Quels conseils donnerais-tu à quelqu’un qui veut se lancer dans l’entrepreneuriat ?

Le premier conseil est de bien s’entourer, y compris dans sa vie privée.

Le deuxième conseil est de toujours partager son projet. La plus grande erreur est de ne pas parler de son projet. Il faut parler de son projet au plus de monde possible.

Une idée ne vaut rien. La valeur d’un projet tient dans son exécution, dans sa réalisation, dans sa concrétisation, pas dans l’idée. Une même idée peut aboutir à 10 projets différents.
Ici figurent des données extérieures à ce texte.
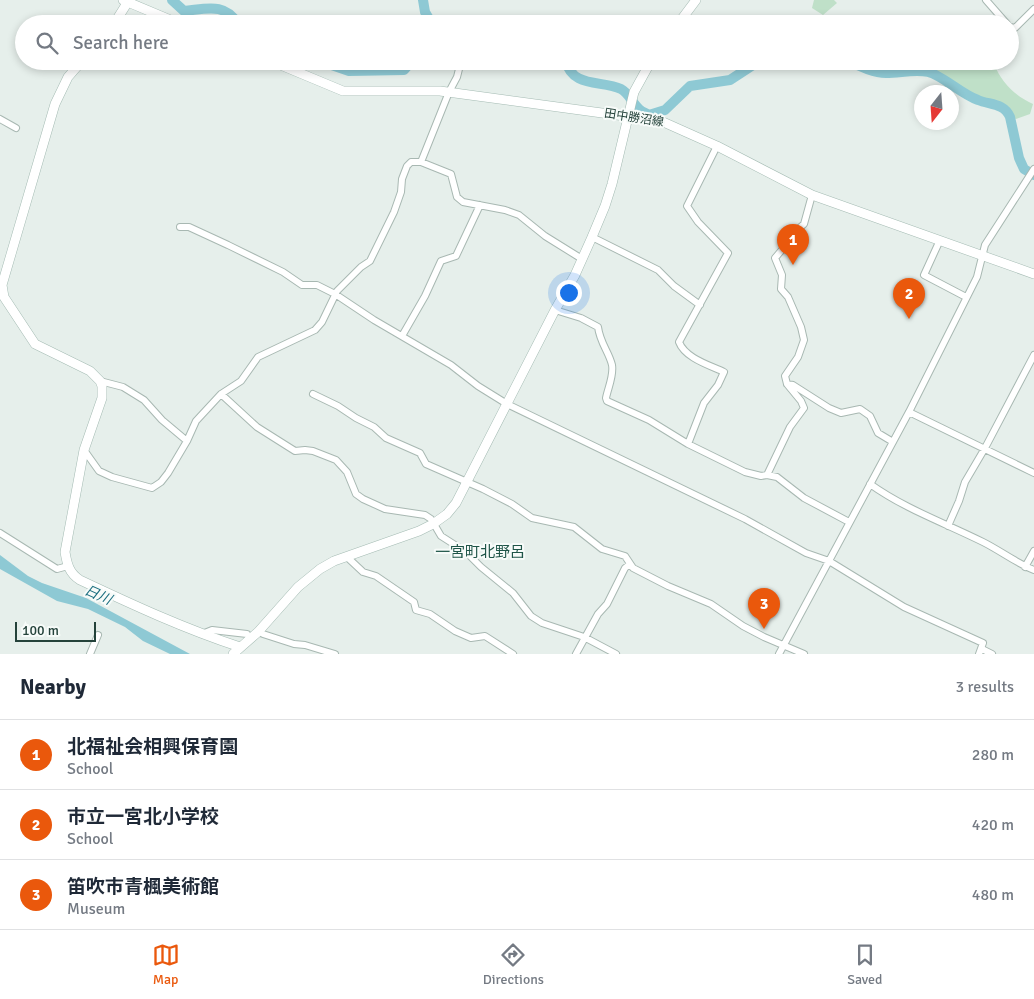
<!DOCTYPE html>
<html lang="en">
<head>
<meta charset="utf-8">
<style>
	:root { --surface:#fff; --page:#f6f6f7; --text:#1f2937; --muted:#747a83; --line:#e0e1e3; --accent:#ea580c }
	body { margin:0; font-family:Signika,"Noto Sans JP",sans-serif; background:var(--page); color:var(--text) }
	.compass { position:absolute; left:914px; top:85px; width:45px; height:45px; border-radius:50%; background:var(--surface); box-shadow:0 2px 8px #0003; rotate:197deg }
	.scale { position:absolute; left:15px; bottom:12px; width:81px; box-sizing:border-box; padding-left:5px; border:2px solid #24423a; border-top:0; font-size:14px; line-height:18px; white-space:nowrap; color:#24423a; -webkit-text-stroke:4px #f7fbf9; paint-order:stroke }
	.you { position:absolute; left:568px; top:292px; width:18px; height:18px; margin:-12px; border:4px solid #fff; border-radius:50%; background:#1a73e8; box-shadow:0 0 0 8px #1a73e833 }
	.badge { display:grid; place-items:center; width:32px; height:32px; border-radius:50%; background:var(--accent); color:#fff; font-size:16px; font-weight:700 }
	.pin { position:absolute; translate:-50% -41px; filter:drop-shadow(0 1px 2px #0008) }
	.pin::after { content:''; position:absolute; top:26px; width:18px; height:15px; background:inherit; clip-path:polygon(0 0,100% 0,50% 100%) }
	.list { margin:0; padding:0; list-style:none }
	h2 { display:flex; justify-content:space-between; align-items:center; height:65px; margin:0; padding:0 20px; font-size:21px }
	h2 small { font-size:16px; font-weight:400; color:var(--muted) }
	.list li { display:grid; grid-template-columns:32px 1fr auto; gap:15px; align-items:center; box-sizing:border-box; height:70px; padding:0 20px; border-top:1px solid var(--line) }
	.list b { display:block; font-size:19px; white-space:nowrap }
	.list p { margin:0; font-size:16px; white-space:nowrap; color:var(--muted) }
	.list em { font-size:16px; font-style:normal; color:var(--muted) }
	.icon { flex:none; width:28px; height:28px; fill:none; stroke:currentColor; stroke-width:2; stroke-linecap:round; stroke-linejoin:round }
	.map { position:relative; flex:none; width:1034px; height:654px; overflow:hidden }
	.search { position:absolute; background:var(--surface); box-shadow:0 2px 8px #0003; left:15px; right:15px; top:15px; height:55px; display:flex; align-items:center; gap:12px; box-sizing:border-box; padding:0 18px; border-radius:28px; color:var(--muted); font-size:19px }
	.sheet { height:275px; background:var(--surface) }
	nav { display:flex; justify-content:space-around; align-items:center; box-sizing:border-box; height:70px; border-top:1px solid var(--line); background:var(--surface); font-size:14px; color:var(--muted) }
	nav a { display:grid; justify-items:center; gap:2px }
	nav .on { color:var(--accent) }
	.map>svg:first-child { display:block }
	.green { fill:#bfe0c8 }
	.water { fill:#8ec9d4 }
	.lines { fill:none; stroke-linecap:round; stroke-linejoin:round }
	.river { stroke:#8ec9d4; stroke-width:10 }
	.street-casing { stroke:#a8b8b2; stroke-width:8 }
	.secondary-casing { stroke:#a4bbb3; stroke-width:10 }
	.street { stroke:#fff; stroke-width:6 }
	.secondary { stroke:#fff; stroke-width:9 }
	.labels { text-anchor:middle; dominant-baseline:central; stroke-width:4; stroke-linejoin:round; paint-order:stroke }
	.street-label { font-size:12px; fill:#24423a; stroke:#f7fbf9 }
	.water-label { font-size:14px; font-style:italic; fill:#1c6f80; stroke:#f7fbf9 }
	.quarter-label { font-size:15px; fill:#1f5548; stroke:#f7fbf9 }
</style>
</head>
<body>
<div class="map">
<svg width="1034" height="654" viewBox="0 0 1034 654">
	<rect width="100%" height="100%" fill="#e6efeb"/>
	<!-- green -->
	<path class="green" d="M814,0h20l3,3 -14,12 -11,-7z
		M850,17l18,1 7,3 2,-3 12,6h-42z
		M915,61h38l19,5 4,-5h19l-1,3c8,19 21,32 39,40l-3,10 -14,5 -5,-2 -2,-8 -10,-6 -19,-4 -19,-9 -30,-22 -13,-1z"/>
	<!-- water -->
	<path class="water" d="M0,555l28,21 14,7 44,15 104,56h-20l-27,-13 -18,-14 -37,-18 -31,-8 -57,-32z"/>
	<g class="lines">
		<!-- river -->
		<path class="river" d="M172,0l12,11c22,-2 41,-9 54,13
			M423,0l2,12 7,12
			M508,24l11,-2 12,2
			M320,61l29,10 55,-1 8,-9
			M566,61c6,27 36,19 55,28 8,4 11,14 18,20 3,3 7,4 10,6l16,-5 25,-24 40,-6 26,-17 7,-2
			M850,61c10,6 25,12 36,12 14,0 29,-4 42,-1 14,3 33,22 50,28 12,5 26,3 32,17l9,41 5,11 10,6"/>
		<defs>
			<path id="street" d="M986,0l21,24
				M496,24l1,-3
				M1010,27l5,1 19,-19
				M0,119l16,9
				M421,162l30,12 6,23 6,5 42,8 14,5 26,21 37,23
				M180,227h9l39,18 55,27 19,13h15l18,9 39,26 77,45 27,21 29,18 238,115 61,34 23,8 75,46 79,36 -4,11
				M592,237l66,33 16,16 26,19
				M940,240l-16,35 42,22
				M555,310l26,8 17,9c2,16 11,25 14,38 2,10 -4,23 -6,33l1,3 42,19 39,24 57,28 16,4 6,-1 10,2 27,21 45,24
				M402,336l23,-40 16,-35 15,-5 24,-51
				M100,381l23,6 21,13 18,20 25,21
				M787,384l6,1 36,23 12,5 19,-4 10,7 8,17 15,9
				M221,394l36,33 38,24 10,-1 8,1 23,9 11,12 9,22 7,5 22,10 40,6 6,4 10,17 25,16 15,15 32,26 18,23 11,7 42,14 32,17
				M313,394l25,12 18,12 18,9 12,11 34,15 6,11 57,25 29,15 20,14 42,9 28,22 23,7 8,12 35,18 43,18 32,22 21,11 40,17
				M909,412l125,61
				M688,444l16,-41 14,-18 6,-13c-15,-7 -39,-14 -45,-30l49,-89 -30,-31 -11,-16 30,-60
				M84,450l15,21 13,6 40,11 9,-6 7,-9 19,-32 9,-20 25,-27 20,-13 17,-24 57,-27 7,-8 15,-31 24,-24 9,-6 24,-49 7,-20 1,-13 5,-13 4,-4h10l28,-70 8,-15 4,-16
				M767,475l23,-48 14,-19 -3,-7 -14,-17 -2,-8 13,-19 6,-17 -3,-13 -13,-30 -7,-8 1,-14 -7,-17 11,-13 3,-8 15,-13 8,-29
				M870,484c35,25 75,39 113,58 18,9 33,21 51,28
				M948,526l11,-25 6,-19 20,-34 49,-93
				M0,533l57,36 11,-3
				M347,557l16,15 13,4 38,26 2,8 14,4 25,17 16,7 14,-2 28,18
				M1025,567l9,-16
				M202,634l10,-4 35,4
				M263,634l31,10 11,1 30,9
				M982,649l10,5
				M90,654l8,-19
				M576,654l22,-40 9,-10 18,-36 5,-4
				M779,654l130,-242 68,-135 8,-32 49,-76"/>
			<path id="secondary" d="M123,0l57,24
				M114,24l15,-24
				M678,24l18,-24
				M82,61l-14,16 -13,27 -53,181 2,12 31,47 55,27 10,10 2,5v12l-18,52 -19,102c2,12 4,21 15,28 53,25 105,49 160,67
				M271,61l72,30h97l221,30 56,25 95,49 222,79
				M233,654l25,-22 40,-45 22,-18 14,-8 85,-30 14,-7 14,-10 9,-11 99,-193 20,-35 17,-38 13,-31 7,-22 22,-92 17,-31"/>
		</defs>
		<!-- street casing -->
		<use href="#street" class="street-casing"/>
		<!-- secondary casing -->
		<use href="#secondary" class="secondary-casing"/>
		<!-- street -->
		<use href="#street" class="street"/>
		<!-- secondary -->
		<use href="#secondary" class="secondary"/>
	</g>
	<g class="labels">
		<!-- street labels -->
		<g class="street-label">
			<text transform="translate(634 118) rotate(9)">田中勝沼線</text>
		</g>
		<!-- water labels -->
		<g class="water-label">
			<text transform="translate(98 595) rotate(24)">日川</text>
		</g>
		<!-- quarter labels -->
		<g class="quarter-label">
			<text x="480" y="552">一宮町北野呂</text>
		</g>
	</g>
</svg>
<svg class="compass" viewBox="-18 -18 36 36"><path d="M0-13l5 13h-10z" fill="#e53935"/><path d="M0 13l5-13h-10z" fill="#747a83"/></svg>
<div class="scale">100 m</div>
<div class="you"></div>
<div class="pin badge" style="left:793px;top:265px">1</div>
<div class="pin badge" style="left:909px;top:319px">2</div>
<div class="pin badge" style="left:764px;top:629px">3</div>
<div class="search"><svg class="icon" aria-label="search" viewBox="0 0 24 24"><circle cx="10" cy="10" r="6"/><path d="M15 15l6 6"/></svg>Search here</div>
</div>
<section class="sheet">
<h2>Nearby<small>3 results</small></h2>
<ul class="list">
<li><span class="badge">1</span><div><b>北福祉会相興保育園</b><p>School</p></div><em>280 m</em></li>
<li><span class="badge">2</span><div><b>市立一宮北小学校</b><p>School</p></div><em>420 m</em></li>
<li><span class="badge">3</span><div><b>笛吹市青楓美術館</b><p>Museum</p></div><em>480 m</em></li>
</ul>
</section>
<nav>
<a class="on"><svg class="icon" aria-label="map" viewBox="0 0 24 24"><path d="M3 6l6-2 6 2 6-2v14l-6 2-6-2-6 2zM9 4v14M15 6v14"/></svg>Map</a>
<a><svg class="icon" aria-label="directions" viewBox="0 0 24 24"><path d="M12 3l9 9-9 9-9-9zM9 14v-3h6M13 9l2 2-2 2"/></svg>Directions</a>
<a><svg class="icon" aria-label="saved" viewBox="0 0 24 24"><path d="M7 4h10v16l-5-4-5 4z"/></svg>Saved</a>
</nav>
</body>
</html>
Enfin, il ne faut pas croire que l’entrepreneuriat est réservé à la jeunesse. On peut entreprendre après 40 ans. Notre expertise du monde du travail est bien utile à cet âge, nous sommes moins arc-boutés sur la perfection parce que nous avons moins de temps à perdre. Nous sommes plus efficaces et nous allons plus vite.

Pour mes projets, je teste, je fais, si ça marche tant mieux, si ça ne marche tant pis, je refais et j’avance.


Quel livre t’a particulièrement marquée ?

Le livre qui m’a le plus marqué est « Le joueur d’échecs » de Stefan Zweig. Je le relis régulièrement et j’apprends quelque chose à chaque lecture. J’aime beaucoup cet auteur, sa complexité, y compris la complexité de sa vie. Dans chacune de ses nouvelles, je retrouve une part de moi. Mais « Le joueur d’échecs » reste mon préféré parce que c’est le premier que j’ai lu et par lequel j’ai découvert Zweig.